A NATO official told dpa that Afghan forces have already flown to Ankara, but that he could not say where the training would be held or reveal any other details due to security grounds.
This will be the first that time Afghan forces will receive training outside Afghanistan, as NATO's mission in the country ended.
“Apart from the ongoing financial and diplomatic presence, the NATO's extensive support to Afghanistan also includes Afghan security forces' training abroad,” the NATO spokesperson reportedly said.
'Turkish troops not to partake in combat operations in Afghanistan'
Meanwhile, a spokesperson for the Turkish Defense Ministry said on July 29 that Turkish troops will not partake in any combat operation in Afghanistan, except for "self-defense" purposes.
If Turkey takes on the mission to protect Kabul's airport, Turkish soldiers "will not have combat or operational duty other than self-defense," said Defense Ministry spokeswoman Maj. Pınar Kara said during a press conference.
Turkey is offering to protect Kabul's Hamid Karzai International Airport after U.S. forces leave in what experts view as a high-risk bid to improve Ankara's strained ties with Washington.
Keeping the air hub safe from advancing Taliban forces became a major issue after U.S. President Joe Biden called an end to Washington's 20-year involvement by ordering all troops out of Afghanistan by the end of next month.

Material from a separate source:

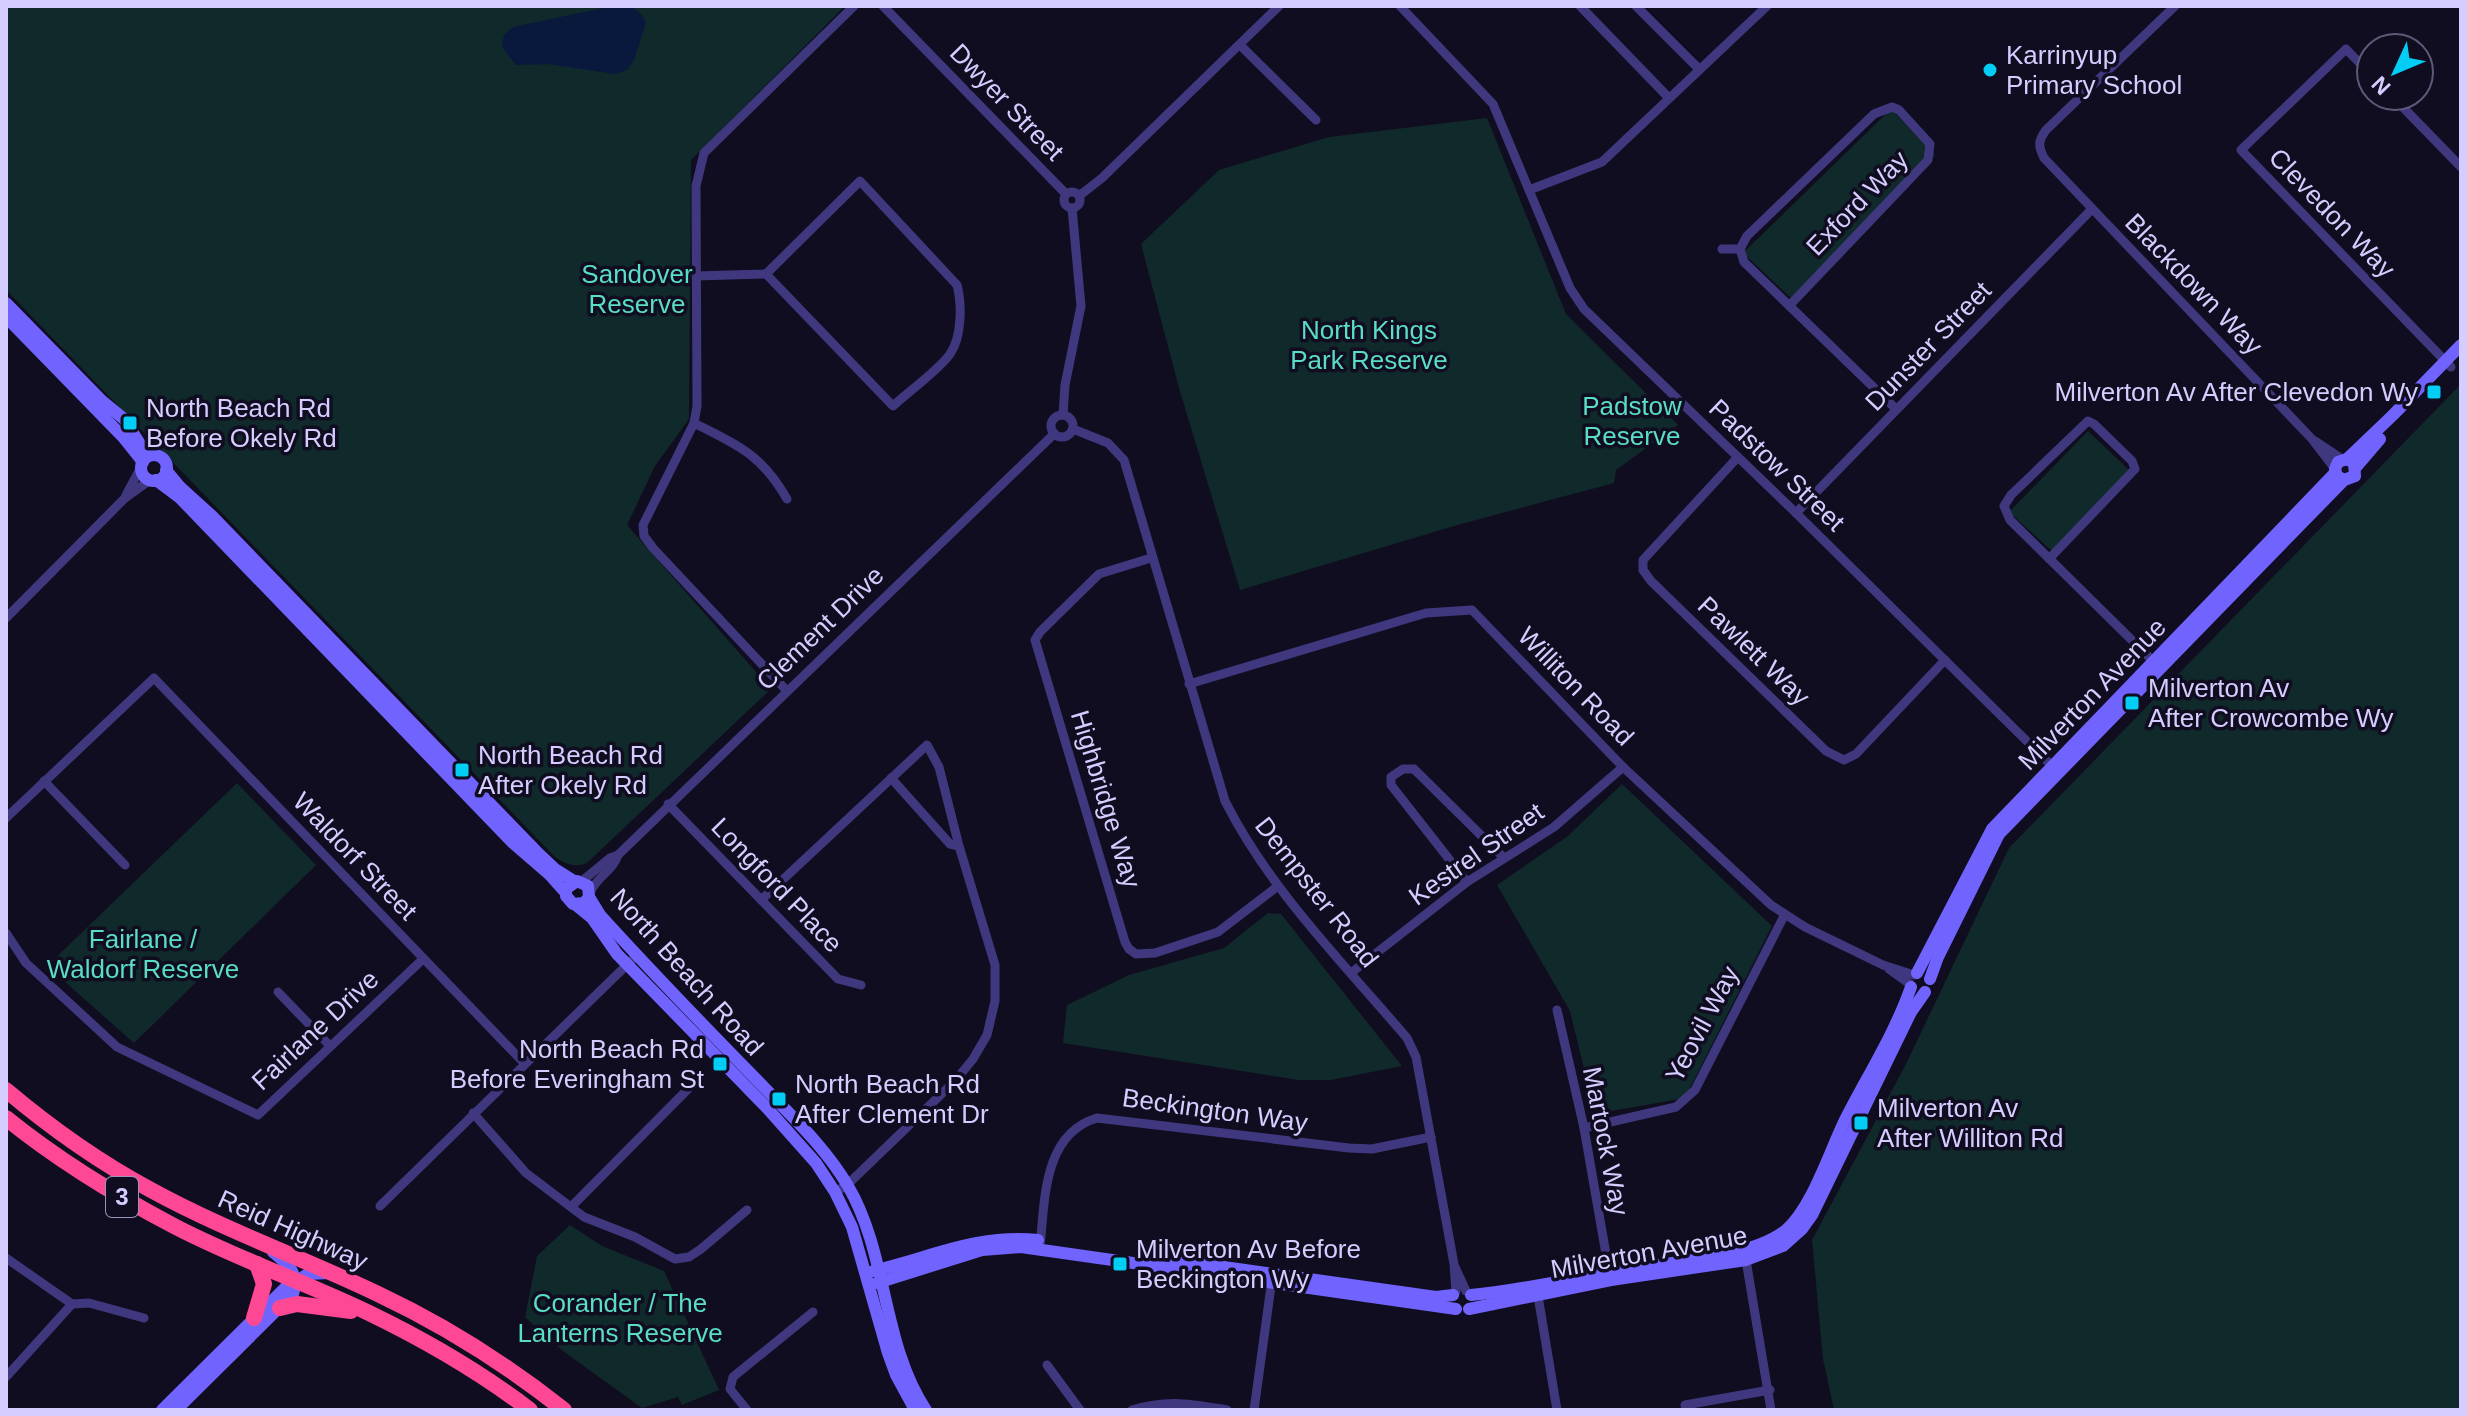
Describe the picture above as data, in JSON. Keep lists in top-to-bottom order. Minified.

On June 14, leaders of NATO countries held a summit in Brussels, reaffirming the organization's enduring support for security and stability in Afghanistan.
“NATO will continue to provide training and financial support to the Afghan National Defence and Security Forces, including through the Afghan National Army Trust Fund,” they said in a statement.
NATO Secretary-General Jens Stoltenberg said on July 27 he had spoken to Afghanistan President Ashraf Ghani to reassure him that NATO would continue to support the country, where Taliban advances have piled pressure on the U.S.-backed government in Kabul.
"Good to speak with President @ashrafghani today. The security situation in #Afghanistan remains deeply challenging, and requires a negotiated settlement," wrote Stoltenberg on his Twitter account on July 27.
"#NATO will continue to support Afghanistan, including with funding; civilian presence; and out-of-country training."